Start of DATASET EXCERPTS

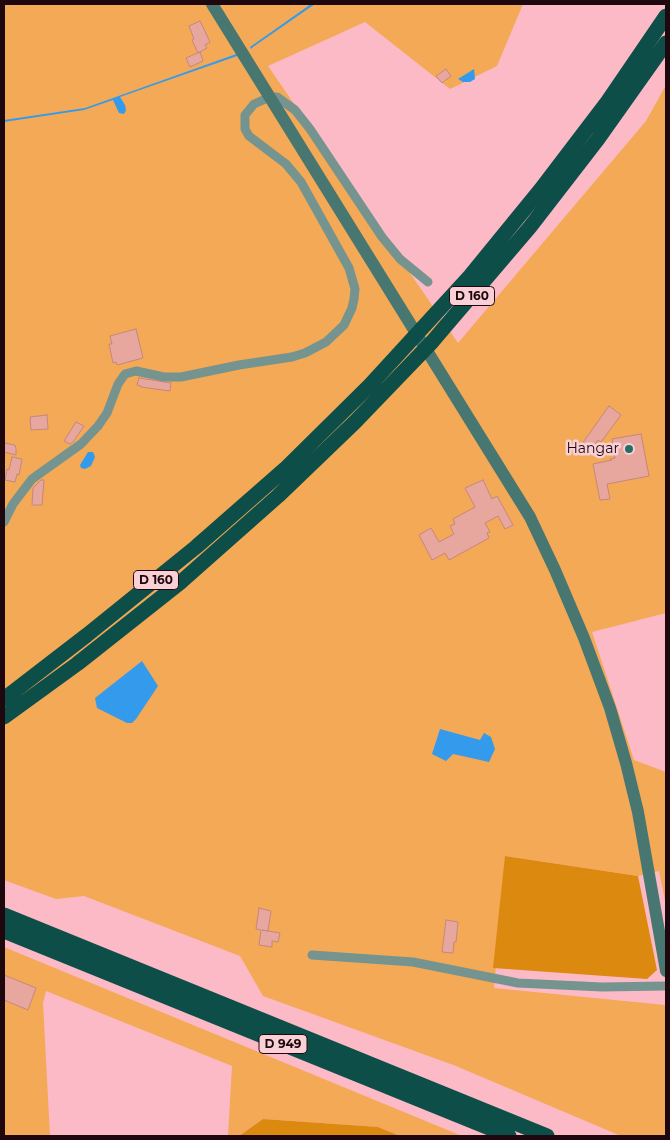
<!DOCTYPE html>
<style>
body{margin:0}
#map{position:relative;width:670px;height:1140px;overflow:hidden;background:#fcbac6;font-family:Montserrat,sans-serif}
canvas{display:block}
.frame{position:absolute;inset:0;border:5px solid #1e080d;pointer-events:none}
</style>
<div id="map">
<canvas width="670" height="1140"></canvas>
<div class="frame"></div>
</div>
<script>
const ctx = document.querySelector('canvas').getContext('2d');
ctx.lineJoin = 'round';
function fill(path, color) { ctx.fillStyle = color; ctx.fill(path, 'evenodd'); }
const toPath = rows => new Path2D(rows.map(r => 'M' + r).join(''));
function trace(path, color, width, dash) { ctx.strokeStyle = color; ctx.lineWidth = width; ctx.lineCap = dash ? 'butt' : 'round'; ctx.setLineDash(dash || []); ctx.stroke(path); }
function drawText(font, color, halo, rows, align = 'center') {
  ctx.font = font + ' Montserrat,sans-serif'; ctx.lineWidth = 5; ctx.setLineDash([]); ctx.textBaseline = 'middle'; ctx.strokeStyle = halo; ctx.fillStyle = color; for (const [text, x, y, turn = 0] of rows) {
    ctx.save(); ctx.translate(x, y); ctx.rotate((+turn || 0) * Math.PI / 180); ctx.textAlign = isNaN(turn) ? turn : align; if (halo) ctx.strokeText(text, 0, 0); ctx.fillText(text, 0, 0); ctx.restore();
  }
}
fill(toPath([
 [4,4,523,4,497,66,450,89,365,22,268,66,458,343,646,121,666,85,666,613,592,632,634,760,666,772,666,906,659,871,638,876,506,856,494,988,665,1005,666,1136,621,1136,456,1066,263,996,240,956,84,896,56,899,4,880],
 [4,947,462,1136,400,1136,378,1127,263,1119,239,1136,228,1136,232,1066,46,991,43,1003,50,1136,4,1136]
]), '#f3a955');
fill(toPath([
 [505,856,638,876,657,970,647,979,493,968],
 [263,1119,378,1127,400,1136,239,1136]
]), '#dc8910');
fill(toPath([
 [311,4,315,4,253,47,251,49,250,47],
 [239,53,240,55,120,97,125,105,126,110,124,114,119,113,113,100,84,110,4,122,4,120,85,108],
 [474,69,475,79,470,82,463,82,458,79],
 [88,452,93,452,95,457,91,466,85,469,81,468,80,465],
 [142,661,158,686,136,719,132,723,127,723,97,708,95,698],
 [440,729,480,740,484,733,491,737,495,749,489,762,453,754,446,761,432,754]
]), '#349bec');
const building = toPath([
 [200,21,210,42,205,45,207,48,198,53,192,40,194,39,189,26,200,21],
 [200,52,203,61,190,67,186,58,200,52],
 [446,69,451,76,442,83,436,76,446,69],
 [136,329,143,358,117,365,116,362,113,363,109,344,112,344,110,336,136,329],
 [139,378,171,383,170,391,141,387,141,386,137,385,139,378],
 [609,406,621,415,601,442,598,440,593,447,590,445,585,452,579,448,609,406],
 [47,415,48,429,31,430,30,417,47,415],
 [76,422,84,426,73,442,70,444,64,441,76,422],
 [641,434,649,476,607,484,610,499,600,500,593,464,612,460,610,459,615,458,612,439,641,434],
 [4,443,15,445,16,449,16,455,4,452,4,443],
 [12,457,22,459,19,475,17,474,15,482,5,480,7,469,9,470,12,457],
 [41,480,44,480,42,505,32,505,33,488,41,480],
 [483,480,492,499,497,496,513,525,505,529,498,516,485,523,490,532,487,533,489,538,449,560,445,553,432,560,419,535,431,528,439,542,454,534,450,526,455,524,453,519,475,507,465,488,483,480],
 [259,908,271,911,268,931,262,930,280,933,278,942,272,941,272,947,259,945,261,930,256,929,259,908],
 [446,920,458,922,456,942,454,942,453,953,442,952,446,920],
 [4,975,36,988,28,1010,4,1000,4,975]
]);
fill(building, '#e7a79f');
trace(building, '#c58780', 1);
trace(toPath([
 [4,522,13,504,32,479,81,444,98,426,107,413,118,384,125,374,136,371,164,377,181,377,239,365,292,357,305,353,326,342,344,325,352,308,354,299,355,289,349,268,301,182,286,164,249,136,245,129,245,115,254,104,270,97,277,97,295,110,310,129,382,237,400,259,428,282],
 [312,955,413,962,518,983,602,987,666,986]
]), '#759490', 9);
trace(toPath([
 [212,4,530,517,555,570,584,638,610,708,626,763,638,812,666,971]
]), '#487772', 12);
trace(toPath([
 [4,699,87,635,196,547,285,469,370,385,470,276,541,189,608,101,666,16],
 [4,717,77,664,182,581,278,496,355,422,432,342,530,227,598,139,666,43],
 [4,915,547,1136],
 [4,931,509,1136]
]), '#0e4e49', 15);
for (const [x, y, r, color] of [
 [629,449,5,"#256e68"]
]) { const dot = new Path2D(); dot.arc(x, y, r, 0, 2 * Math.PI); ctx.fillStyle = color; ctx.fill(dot); trace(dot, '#f8d0d6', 2); }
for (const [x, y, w] of [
 [472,296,45],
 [156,580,45],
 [283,1044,48]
]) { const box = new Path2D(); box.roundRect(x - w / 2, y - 9.5, w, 19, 4); ctx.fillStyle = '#f8d0d6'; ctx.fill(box); trace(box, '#1e080d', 1); }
drawText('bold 12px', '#1e080d', null, [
 ["D 160",472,296],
 ["D 160",156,580],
 ["D 949",283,1044]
]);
drawText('14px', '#1e080d', '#f8d0d6', [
 ["Hangar",619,449]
], 'right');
</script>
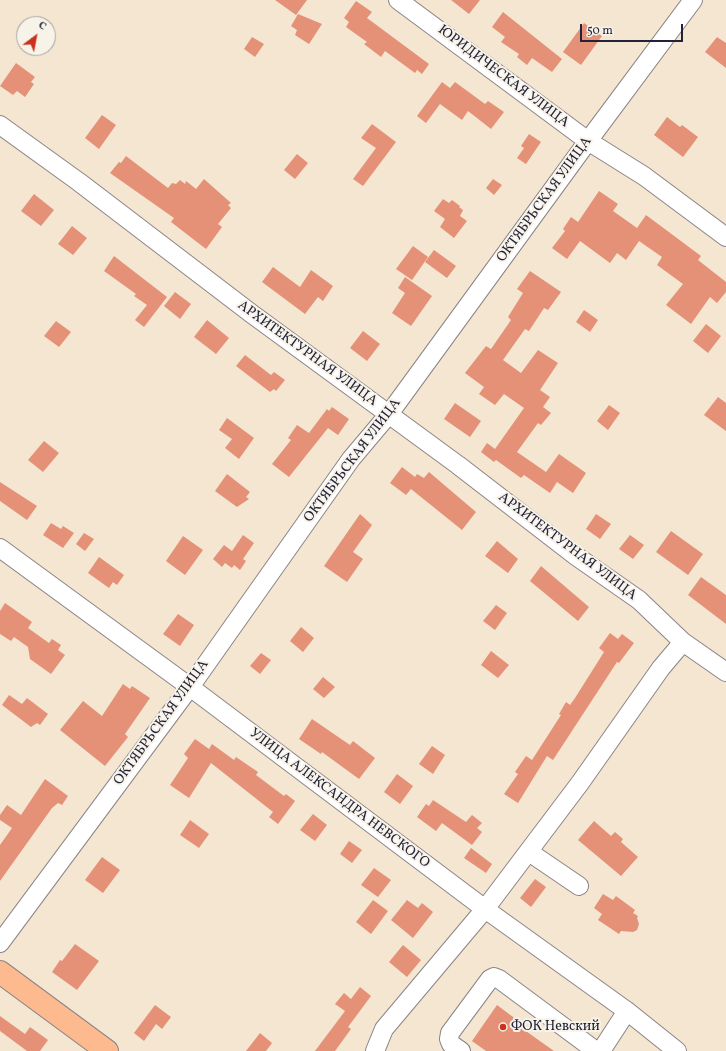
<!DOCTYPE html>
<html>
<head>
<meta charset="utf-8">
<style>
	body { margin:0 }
	#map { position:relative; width:726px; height:1051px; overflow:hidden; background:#f4e6d1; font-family:Vollkorn,serif }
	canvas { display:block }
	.north { position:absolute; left:16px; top:16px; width:40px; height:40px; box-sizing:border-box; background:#f7f3e8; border:1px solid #a29fa3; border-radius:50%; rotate:32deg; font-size:11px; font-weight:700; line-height:16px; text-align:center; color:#22223b }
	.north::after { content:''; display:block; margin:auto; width:14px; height:18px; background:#c8321e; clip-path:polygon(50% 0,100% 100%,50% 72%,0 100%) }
	.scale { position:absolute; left:580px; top:24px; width:103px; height:18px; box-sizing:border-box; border:2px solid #22223b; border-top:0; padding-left:5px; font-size:12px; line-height:14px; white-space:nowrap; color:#22223b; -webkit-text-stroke:3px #f7f3e8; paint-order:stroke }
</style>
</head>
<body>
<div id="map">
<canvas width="726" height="1051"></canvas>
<div class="north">С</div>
<div class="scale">50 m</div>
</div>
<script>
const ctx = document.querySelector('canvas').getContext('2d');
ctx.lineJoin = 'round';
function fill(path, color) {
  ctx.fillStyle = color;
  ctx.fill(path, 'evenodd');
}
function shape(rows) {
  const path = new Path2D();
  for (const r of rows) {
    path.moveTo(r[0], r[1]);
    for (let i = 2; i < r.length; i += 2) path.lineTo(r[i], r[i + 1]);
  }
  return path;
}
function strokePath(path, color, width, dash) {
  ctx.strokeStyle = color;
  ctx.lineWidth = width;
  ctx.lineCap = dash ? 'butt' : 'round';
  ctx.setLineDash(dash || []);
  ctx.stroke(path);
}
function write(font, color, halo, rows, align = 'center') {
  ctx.font = font + ' Vollkorn,serif';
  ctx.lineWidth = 4;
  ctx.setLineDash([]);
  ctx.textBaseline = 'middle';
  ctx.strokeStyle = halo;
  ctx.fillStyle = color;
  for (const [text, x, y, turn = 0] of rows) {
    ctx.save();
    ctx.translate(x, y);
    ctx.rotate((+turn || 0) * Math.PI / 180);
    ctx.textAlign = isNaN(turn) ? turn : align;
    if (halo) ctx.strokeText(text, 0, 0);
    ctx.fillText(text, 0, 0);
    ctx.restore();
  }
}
fill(shape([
	[275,0,307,0,296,15],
	[451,0,480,0,469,14],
	[356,1,372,12,367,18,429,64,422,74,417,70,415,73,385,51,381,57,364,44,367,42,346,27,349,22,344,18],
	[503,12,562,59,552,72,532,58,527,65,517,57,519,54,501,42,505,37,492,27],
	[298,14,322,24,309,44,295,35,297,30,291,26],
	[584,23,602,36,581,65,563,52],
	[252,37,264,44,255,57,244,49],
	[717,37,726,43,726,68,705,52],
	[16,63,35,77,31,82,34,84,25,97,17,91,13,95,0,86],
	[442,82,450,88,455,82,485,104,488,101,504,112,491,129,468,111,462,120,440,104,426,123,417,116],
	[102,115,116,125,99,149,85,138],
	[667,117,680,127,682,125,698,137,683,157,654,135],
	[372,124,396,142,363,186,353,179,376,148,361,138],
	[529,134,541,142,526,164,517,158,524,148,521,146],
	[297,154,308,163,295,179,284,170],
	[126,156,168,188,172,183,176,184,180,180,185,184,186,181,196,189,204,179,231,203,228,205,231,208,218,224,222,227,206,249,171,222,174,218,110,173,119,162,121,163],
	[493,179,502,185,494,195,486,188],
	[599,191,618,204,613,211,637,228,646,215,701,256,698,260,726,282,726,292,717,303,710,297,691,324,666,305,683,284,657,265,662,257,639,241,626,260,617,253,610,263,580,241,567,259,552,248,565,231,563,229,571,217,578,222],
	[34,194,54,210,41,226,21,211],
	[443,199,449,203,452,200,460,206,459,207,463,210,460,216,467,221,454,238,440,227,445,219,434,211],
	[72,226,87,238,73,255,58,244],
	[413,246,428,257,412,280,396,269],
	[434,250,456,266,447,278,425,262],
	[114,256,167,297,144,327,135,320,147,305,134,296,136,294,104,271],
	[273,267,300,287,311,270,333,286,323,301,318,297,305,314,262,282],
	[530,271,561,292,548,310,544,308,529,331,525,329,503,360,521,373,538,350,558,363,540,390,550,397,543,407,551,413,541,425,538,423,517,452,546,472,559,454,586,473,573,493,557,482,550,493,524,475,521,478,496,460,494,462,481,452,487,443,495,449,524,408,504,394,495,405,479,394,484,387,465,373,486,346,491,349,511,320,508,317,523,293,517,289],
	[405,277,432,296,411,326,392,313,405,293,398,288],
	[175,292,191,304,180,319,164,306],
	[584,310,598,320,590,332,576,322],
	[207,320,229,338,216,354,194,337],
	[56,321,71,332,59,347,44,336],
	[706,324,721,336,708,353,693,341],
	[363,331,380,344,367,361,350,348],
	[245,355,271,375,274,372,285,380,276,391,274,389,270,392,236,366],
	[718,397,726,403,726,431,704,415],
	[455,403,481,421,470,437,444,419],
	[609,405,620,413,608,430,597,421],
	[332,407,349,419,338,435,328,428,289,477,272,464,291,440,288,438,297,425,309,433,327,409,329,411],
	[227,418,254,438,239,459,225,448,232,439,219,430],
	[44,441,59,453,43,472,28,460],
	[402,467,415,477,417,474,424,478,429,472,476,512,462,530,411,489,406,495,390,483],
	[227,474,250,492,246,497,249,499,237,507,215,491],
	[0,482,37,506,27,520,0,501],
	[360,514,372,525,353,552,363,559,347,582,324,566],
	[596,514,611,524,600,539,586,529],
	[51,523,61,529,63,526,74,533,63,548,43,535],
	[671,531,703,554,688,575,656,552],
	[84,533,94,539,85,551,76,544],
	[243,535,254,543,243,559,246,561,240,570,234,565,232,568,225,563,222,567,213,559,224,545,232,551],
	[630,535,644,545,633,559,619,549],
	[183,536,203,550,185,575,166,561],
	[497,541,518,559,508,573,485,556],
	[99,557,124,575,117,585,113,582,109,588,88,573],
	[541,566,589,607,578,621,530,581],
	[701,577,726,595,726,624,688,595],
	[5,603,32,622,28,628,49,643,52,639,61,645,58,650,65,655,51,674,30,659,28,647,14,637,11,641,0,634,0,611],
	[496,605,507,613,495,630,483,621],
	[178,614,194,625,180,646,163,634],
	[301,627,314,638,303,652,290,641],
	[610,633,618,639,622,634,634,643,619,663,617,662,553,760,547,756,518,803,504,794,518,774,515,772,526,756,532,760,561,715,559,714,566,702,570,705,575,698,604,652,599,648],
	[491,651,509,665,498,678,481,665],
	[261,653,271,660,260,674,250,666],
	[323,677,335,687,324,698,313,689],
	[123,684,130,689,132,686,150,698,125,734,128,737,105,766,60,730,83,701,102,716],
	[9,695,22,704,27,698,48,714,40,725,37,723,31,727,2,705],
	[312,719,350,745,353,741,375,758,359,779,322,752,321,754,299,739],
	[195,739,209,749,212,744,234,760,236,757,258,772,256,775,284,796,286,794,295,801,278,824,269,817,273,812,211,763,189,798,170,785,188,758,184,754],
	[432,746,445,755,433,774,419,764],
	[397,774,413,786,400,804,384,792],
	[45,779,68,796,62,805,58,803,52,808,0,881,0,845,12,828,0,820,0,815,7,805,21,815],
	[433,800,466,822,472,815,482,823,477,828,482,832,472,845,442,823,436,831,417,817,426,804,429,806],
	[313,814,327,825,315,841,300,830],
	[190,820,209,834,199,848,180,835],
	[594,821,611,836,615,832,623,839,621,842,638,857,621,876,578,840],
	[349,841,362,850,352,863,340,854],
	[471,848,492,864,486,873,464,858],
	[102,857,120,870,103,893,85,880],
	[374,868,391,880,378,897,361,885],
	[535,879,546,887,531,907,520,898],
	[603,894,613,900,616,896,635,910,633,913,638,916,637,918,639,924,637,930,633,932,621,931,619,934,598,920,602,914,594,908],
	[373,900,388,911,371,934,356,922],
	[407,900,418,908,422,903,433,912,413,938,391,920],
	[75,944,99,961,77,990,52,972,60,960,62,961],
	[403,945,421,960,407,977,389,962],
	[360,987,371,996,348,1027,351,1029,335,1051,315,1051,345,1011,335,1004,344,993,351,999],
	[155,1005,171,1017,162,1029,156,1024,144,1041,134,1033],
	[497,1005,525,1026,523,1029,554,1051,486,1051,472,1041],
	[0,1016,25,1034,30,1027,48,1040,40,1051,27,1051,0,1031],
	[260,1033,272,1043,266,1051,246,1051]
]), '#e49178');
const minor = shape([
	[398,0,588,141,644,176,726,237],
	[0,125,79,182,252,314,458,465,576,556,639,600,683,642,726,672],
	[0,548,190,687,485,909,627,1011,677,1051],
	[529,852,579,886],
	[0,943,190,687,351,459,389,414,588,141,693,0],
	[375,1051,384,1029,485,909,580,783,661,668,683,642],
	[461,1051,451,1044,449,1039,450,1033,490,979,494,977,499,979,596,1051],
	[601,1051,627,1011]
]);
const major = shape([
	[0,972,107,1051]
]);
strokePath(minor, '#8b8486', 20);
strokePath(major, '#8b8486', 24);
strokePath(minor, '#fff', 18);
strokePath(major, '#fcba8e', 22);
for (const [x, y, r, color] of [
	[503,1027,4,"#c8321e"]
]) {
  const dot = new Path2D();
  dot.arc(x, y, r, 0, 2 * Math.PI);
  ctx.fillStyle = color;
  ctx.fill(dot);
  strokePath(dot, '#f7f3e8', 1.5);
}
write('14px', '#22223b', '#f7f3e8', [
	["ЮРИДИЧЕСКАЯ УЛИЦА",503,77,37],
	["ОКТЯБРЬСКАЯ УЛИЦА",545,200,-54],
	["АРХИТЕКТУРНАЯ УЛИЦА",307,354,36],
	["ОКТЯБРЬСКАЯ УЛИЦА",353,461,-53],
	["АРХИТЕКТУРНАЯ УЛИЦА",567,547,37],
	["ОКТЯБРЬСКАЯ УЛИЦА",162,723,-54],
	["УЛИЦА АЛЕКСАНДРА НЕВСКОГО",339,799,37]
]);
write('14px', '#22223b', '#f7f3e8', [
	["ФОК Невский",511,1027]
], 'left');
</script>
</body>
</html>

End of DATASET EXCERPTS

Find the word "translate" in the data and show each line that holds it.

    ctx.save(); ctx.translate(x, y); ctx.rotate((+turn || 0) * Math.PI / 180); ctx.textAlign = isNaN(turn) ? turn : align; if (halo) ctx.strokeText(text, 0, 0); ctx.fillText(text, 0, 0); ctx.restore();
    ctx.translate(x, y);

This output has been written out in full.